About this task
Check each line of the entries below for the string "lineWidth" and state how many lines have it, with no other text.

Provided information
**********
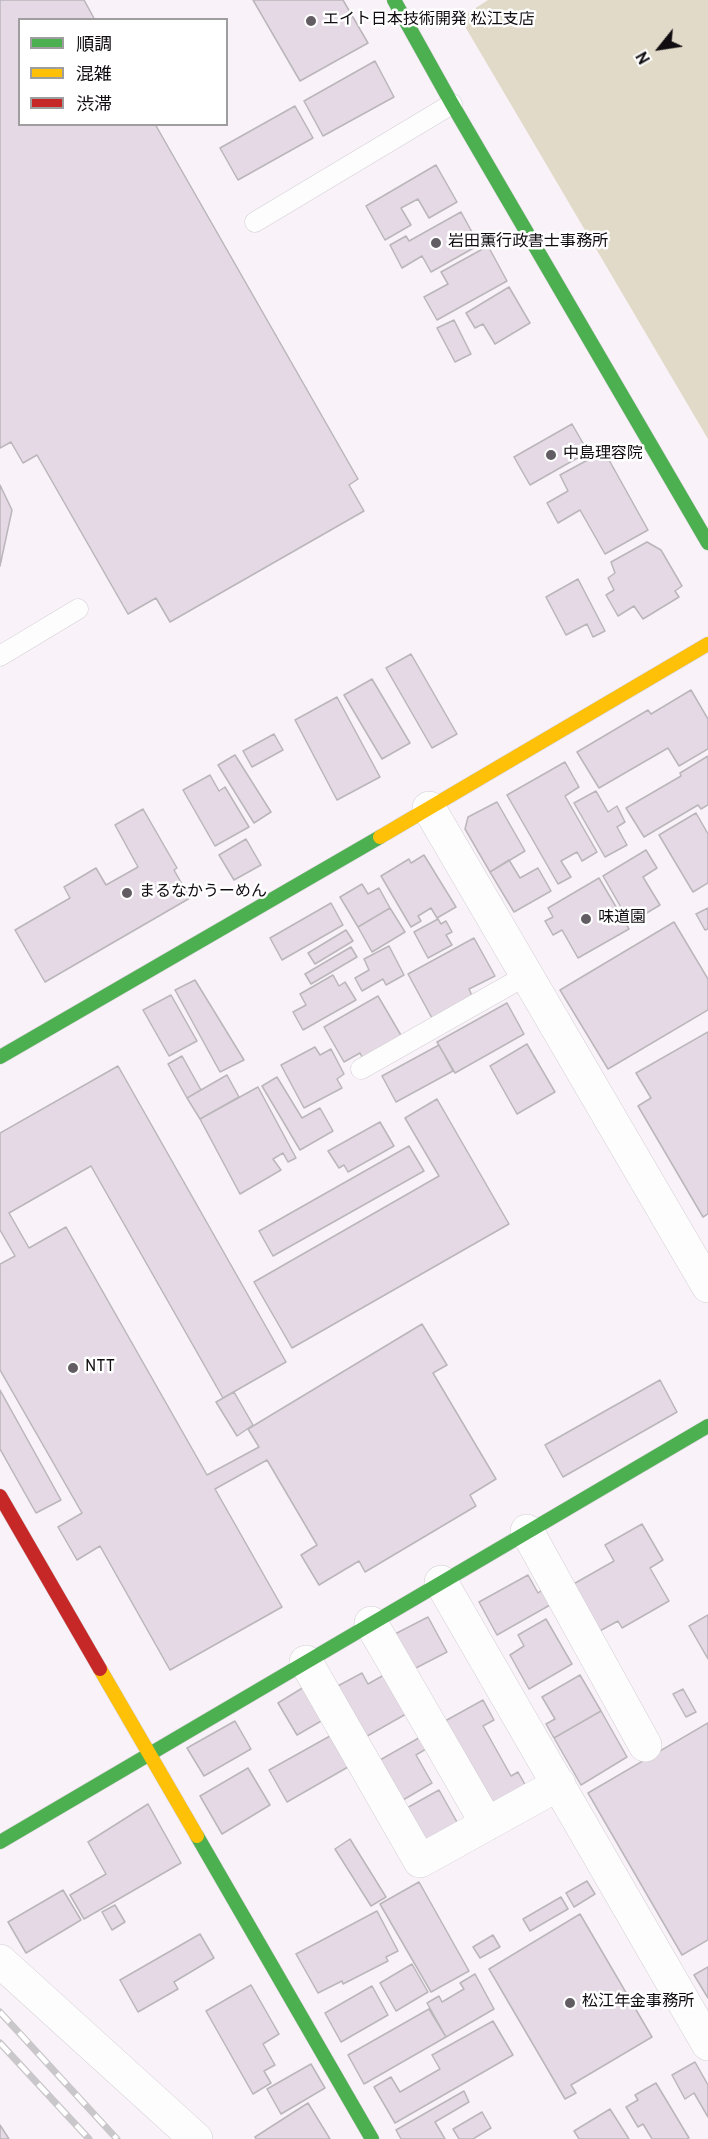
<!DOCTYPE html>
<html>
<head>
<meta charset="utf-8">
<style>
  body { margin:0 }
  #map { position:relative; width:708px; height:2139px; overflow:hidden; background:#f9f3f9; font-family:Overpass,"Noto Sans JP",sans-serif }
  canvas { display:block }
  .legend { position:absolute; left:18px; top:18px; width:210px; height:108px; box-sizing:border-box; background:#fff; border:2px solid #9f9e9f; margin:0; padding:8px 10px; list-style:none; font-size:18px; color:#100c10 }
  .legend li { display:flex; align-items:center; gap:12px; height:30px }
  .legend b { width:30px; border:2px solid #9f9e9f }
  .north { position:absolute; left:630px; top:18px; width:60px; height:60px; -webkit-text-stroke:4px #fff; paint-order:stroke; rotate:240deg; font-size:16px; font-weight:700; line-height:24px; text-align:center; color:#100c10 }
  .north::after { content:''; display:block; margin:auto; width:21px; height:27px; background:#100c10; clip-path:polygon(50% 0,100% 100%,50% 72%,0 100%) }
</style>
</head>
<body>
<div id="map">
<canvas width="708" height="2139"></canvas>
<ul class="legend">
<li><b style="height:8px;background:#4caf50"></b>順調</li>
<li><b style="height:8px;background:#ffc107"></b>混雑</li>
<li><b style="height:8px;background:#c62828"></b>渋滞</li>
</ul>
<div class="north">N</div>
</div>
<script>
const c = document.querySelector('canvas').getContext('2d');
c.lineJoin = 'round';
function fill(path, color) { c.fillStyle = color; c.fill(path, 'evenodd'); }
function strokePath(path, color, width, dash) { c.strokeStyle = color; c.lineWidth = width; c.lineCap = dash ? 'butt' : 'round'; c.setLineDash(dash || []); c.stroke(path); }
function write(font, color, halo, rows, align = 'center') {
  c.font = font + ' Overpass,"Noto Sans JP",sans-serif'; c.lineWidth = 5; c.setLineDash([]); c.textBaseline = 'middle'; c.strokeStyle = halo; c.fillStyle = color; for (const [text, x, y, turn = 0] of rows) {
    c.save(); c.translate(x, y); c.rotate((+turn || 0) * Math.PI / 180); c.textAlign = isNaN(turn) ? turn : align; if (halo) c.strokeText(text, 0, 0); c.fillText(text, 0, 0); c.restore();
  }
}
fill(new Path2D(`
  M488,0h220v439l-248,-421z`), '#e1dac8');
const building = new Path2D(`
  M0,0h84l11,20h-75v104h135l203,355 -9,6 15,26 -194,111 -14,-24 -28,16 -91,-159 -14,8 -12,-21 -11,6z
  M253,0h90l25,43 -68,38z
  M375,61l19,36 -71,39 -19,-35z
  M295,106l18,32 -75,42 -18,-32z
  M436,165l21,37 -28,16 -11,-19 -17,9 10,17 -26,15 -19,-34z
  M461,212l18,33 -48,27 -9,-16 -20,12 -12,-23 16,-9 3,5z
  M488,246l19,35 -70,39 -13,-23 24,-13 -7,-12z
  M509,287l21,36 -35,21 -12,-20 -8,4 -9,-15z
  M454,320l17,34 -16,8 -18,-34z
  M572,424l16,28 -58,33 -16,-28z
  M604,451l44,79 -43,24 -25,-44 -22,13 -11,-20 21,-12 -8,-16z
  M0,485l12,25 -12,56z
  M647,542l14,8 21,36 -7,5 4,6 -36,22 -9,-13 -16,10 -12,-21 8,-5 -6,-12 7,-5 -4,-11z
  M578,579l27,52 -12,6 -6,-13 -21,11 -20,-38z
  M411,654l46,80 -25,14 -46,-80z
  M372,679l38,64 -28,16 -38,-64z
  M691,690l17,29v30l-29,17 -11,-18 -69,40 -22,-36 71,-42 3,4z
  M337,697l43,80 -43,23 -42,-80z
  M274,734l9,16 -31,17 -9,-16z
  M235,755l36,57 -17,11 -36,-58z
  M708,756v49l-7,4 -3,-4 -54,32 -18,-29 55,-32 -1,-3z
  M565,762l14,25 -14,9 32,56 -15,9 -5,-9 -16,9 10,16 -13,7 -51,-89z
  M210,775l9,16 6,-4 24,40 -34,19 -32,-56z
  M596,791l12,21 9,-6 8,16 -8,5 10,18 -22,12 -31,-54z
  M497,802l28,49 -35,21 -25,-43 3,-12z
  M143,809l34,59 -3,2 16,28 -145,84 -30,-52 55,-32 -6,-11 32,-19 10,17 32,-18 -23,-42z
  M696,813l12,21v49l-15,9 -34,-57z
  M246,839l15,26 -27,15 -15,-25z
  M646,850l11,18 -14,9 17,28 -30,18 -27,-47z
  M424,855l32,52 -19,11 -6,-10 -13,8 3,5 -10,6 -30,-51 28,-17 2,4z
  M509,860l11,18 18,-10 13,23 -37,21 -24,-40z
  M599,878l30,51 -51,29 -16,-28 -9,5 -8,-14 8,-4 -5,-9z
  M362,884l6,10 11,-6 11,20 -32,19 -18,-30z
  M331,903l12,22 -61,35 -12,-22z
  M390,908l15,24 -33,20 -14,-25z
  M708,908v21l-3,1 -9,-16z
  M438,919l3,5 5,-3 6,11 -6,3 6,10 -24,13 -14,-26z
  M674,922l34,57v31l-100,59 -48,-79z
  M346,930l7,11 -38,23 -7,-11z
  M474,938l21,38 -26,13 4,9 -40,22 -25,-46z
  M389,946l15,29 -18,10 -3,-6 -21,12 -7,-13 14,-8 -5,-11z
  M351,947l6,10 -46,27 -6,-10z
  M333,975l6,11 6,-4 11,18 -53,30 -10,-18 13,-7 -6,-11z
  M195,980l49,80 -24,12 -45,-82z
  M171,995l26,46 -28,15 -26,-46z
  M378,996l24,41 -39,22 -3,-6 -16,9 -20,-35z
  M507,1003l17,31 -69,39 -18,-31z
  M708,1032v182l-5,3 -65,-111 13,-8 -15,-25z
  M527,1044l28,48 -38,22 -27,-48z
  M439,1045l14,26 -57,31 -14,-26z
  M315,1047l5,8 11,-6 13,25 -7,5 5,9 -38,20 -23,-43z
  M182,1056l19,34 -14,8 -19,-34z
  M118,1066l168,296 -63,36 -132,-232 -82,47 20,35 37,-21 141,248 52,-28 -11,-18 174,-105 25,41 -14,8 63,106 -26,16 6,11 -111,66 -6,-11 -40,24 -18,-30 16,-10 -50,-85 -52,29 67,118 -112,63 -70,-124 -23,14 -19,-33 24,-14 -82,-143v-106l15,-8 -15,-26v-97z
  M227,1075l12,22 -39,22 -13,-21z
  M277,1077l25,41 18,-10 13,23 -33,19 -38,-64z
  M258,1087l38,71 -8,4 -5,-9 -10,6 8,11 -41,24 -40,-75z
  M437,1099l72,125 -217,124 -38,-66 185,-106 -34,-58z
  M380,1122l14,24 -46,26 -4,-7 -5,3 -11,-17z
  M409,1146l15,25 -151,85 -14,-25z
  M660,1380l17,32 -114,65 -18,-32z
  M0,1390l61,110 -25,13 -36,-64z
  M234,1392l19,33 -16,11 -21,-34z
  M642,1524l21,36 -13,8 19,33 -47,27 -4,-7 -22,12 -26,-47 44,-25 -9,-16z
  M528,1575l10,18 4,-3 8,15 -53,30 -18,-33z
  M708,1615v44l-19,-33z
  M428,1617l19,35 -35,18 -19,-35z
  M546,1619l26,45 -43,25 -19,-34 14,-9 -6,-11z
  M362,1673l6,11 16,-9 22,39 -44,25 -28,-51z
  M580,1675l21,36 -47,27 -8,-14 9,-5 -13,-22z
  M304,1687l19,33 -26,15 -19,-32z
  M683,1689l13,23 -10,5 -13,-23z
  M483,1700l11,20 -11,6 28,50 7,-4 9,16 -42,24 -49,-86z
  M601,1711l26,46 -46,28 -27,-47z
  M235,1721l16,28 -47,27 -17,-28z
  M708,1723v217l-26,15 -94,-162z
  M424,1735l7,11 -15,9 16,28 -29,17 -23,-40z
  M330,1736l18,31 -61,35 -18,-32z
  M248,1768l22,37 -48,29 -22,-38z
  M439,1790l18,32 -30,25 -22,-38z
  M148,1804l33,59 -97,56 -14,-24 36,-21 -18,-32z
  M350,1839l36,58 -15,9 -36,-57z
  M587,1881l8,13 -21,13 -8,-14z
  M419,1882l50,89 -38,21 -51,-88z
  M63,1890l18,30 -55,33 -18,-31z
  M561,1897l7,12 -38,22 -7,-12z
  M115,1905l10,17 -13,8 -10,-18z
  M377,1911l21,40 -12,6 2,4 -45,23 -1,-3 -24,12 -22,-39z
  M580,1914l72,123 -81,48 5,8 -11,6 -76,-130z
  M200,1934l14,24 -40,24 4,7 -40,23 -18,-32z
  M493,1935l7,12 -20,11 -7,-11z
  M412,1964l16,28 -32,19 -16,-28z
  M708,1967v31l-14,-23z
  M475,1974l19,35 -48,28 -19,-34 12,-7 3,6 22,-13 -4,-6z
  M251,1985l28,49 -16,10 12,21 -11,6 7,12 -18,11 -47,-83z
  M372,1986l16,29 -47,27 -16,-29z
  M429,2009l17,28 -82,47 -16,-29z
  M493,2021l20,34 -118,68 -21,-36 17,-10 9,15 40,-23 -8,-14z
  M695,2062l13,23v32l-14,-24 -9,6 -13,-24z
  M311,2064l14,24 -44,26 -14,-25z
  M656,2083l33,55 -2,1h-35l-9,-15 -5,3 -12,-20 12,-7 -3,-5z
  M464,2091l5,11 -34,20 10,17h-44l-5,-9z
  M308,2103l22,36h-74l-1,-2z
  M610,2109l19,30h-50l-5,-8z
  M482,2112l9,16 -18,11h-14l-6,-10z
  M0,2125l9,14h-9z`);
fill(building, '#e4d9e4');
strokePath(building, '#bab6ba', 1.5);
const lane = new Path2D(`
  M255,222l197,-118
  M0,656l78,-47
  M361,1069l166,-94`);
const street = new Path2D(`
  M429,808l279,478
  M527,1531l118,214
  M441,1582l267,462
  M371,1623l116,201
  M306,1662l114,199 139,-77
  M0,1961l196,178`);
const fast = new Path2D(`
  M394,0l58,104 256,439
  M0,1057l380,-220
  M197,1836l175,303
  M0,1842l708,-416`);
const slow = new Path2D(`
  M380,837l328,-193
  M100,1669l97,167`);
const jam = new Path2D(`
  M0,1496l100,173`);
strokePath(lane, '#d3cfd3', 21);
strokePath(street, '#d3cfd3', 34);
strokePath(fast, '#d3cfd3', 15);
strokePath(slow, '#d3cfd3', 15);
strokePath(jam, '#d3cfd3', 15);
strokePath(lane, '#fefdfe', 20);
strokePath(street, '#fefdfe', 33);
strokePath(fast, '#4caf50', 14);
strokePath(slow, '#ffc107', 14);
strokePath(jam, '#c62828', 14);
const rail = new Path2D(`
  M0,2012l117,127
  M0,2043l89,96`);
strokePath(rail, '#c9c7c9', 7);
strokePath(rail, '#fff', 4.5, [14]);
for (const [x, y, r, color] of [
  [311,21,6,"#625d62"],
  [436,243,6,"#625d62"],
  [551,455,6,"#625d62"],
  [127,893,6,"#625d62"],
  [586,919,6,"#625d62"],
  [73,1368,6,"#625d62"],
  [570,2003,6,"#625d62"]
]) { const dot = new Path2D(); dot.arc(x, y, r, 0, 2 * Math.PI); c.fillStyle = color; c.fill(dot); strokePath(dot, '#fff', 2); }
write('16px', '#100c10', '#fff', [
  ["エイト日本技術開発 松江支店",323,21],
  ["岩田薫行政書士事務所",448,243],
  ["中島理容院",563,455],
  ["まるなかうーめん",139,893],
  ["味道園",598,919],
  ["NTT",85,1368],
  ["松江年金事務所",582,2003]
], 'left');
</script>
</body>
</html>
**********
Answer space
2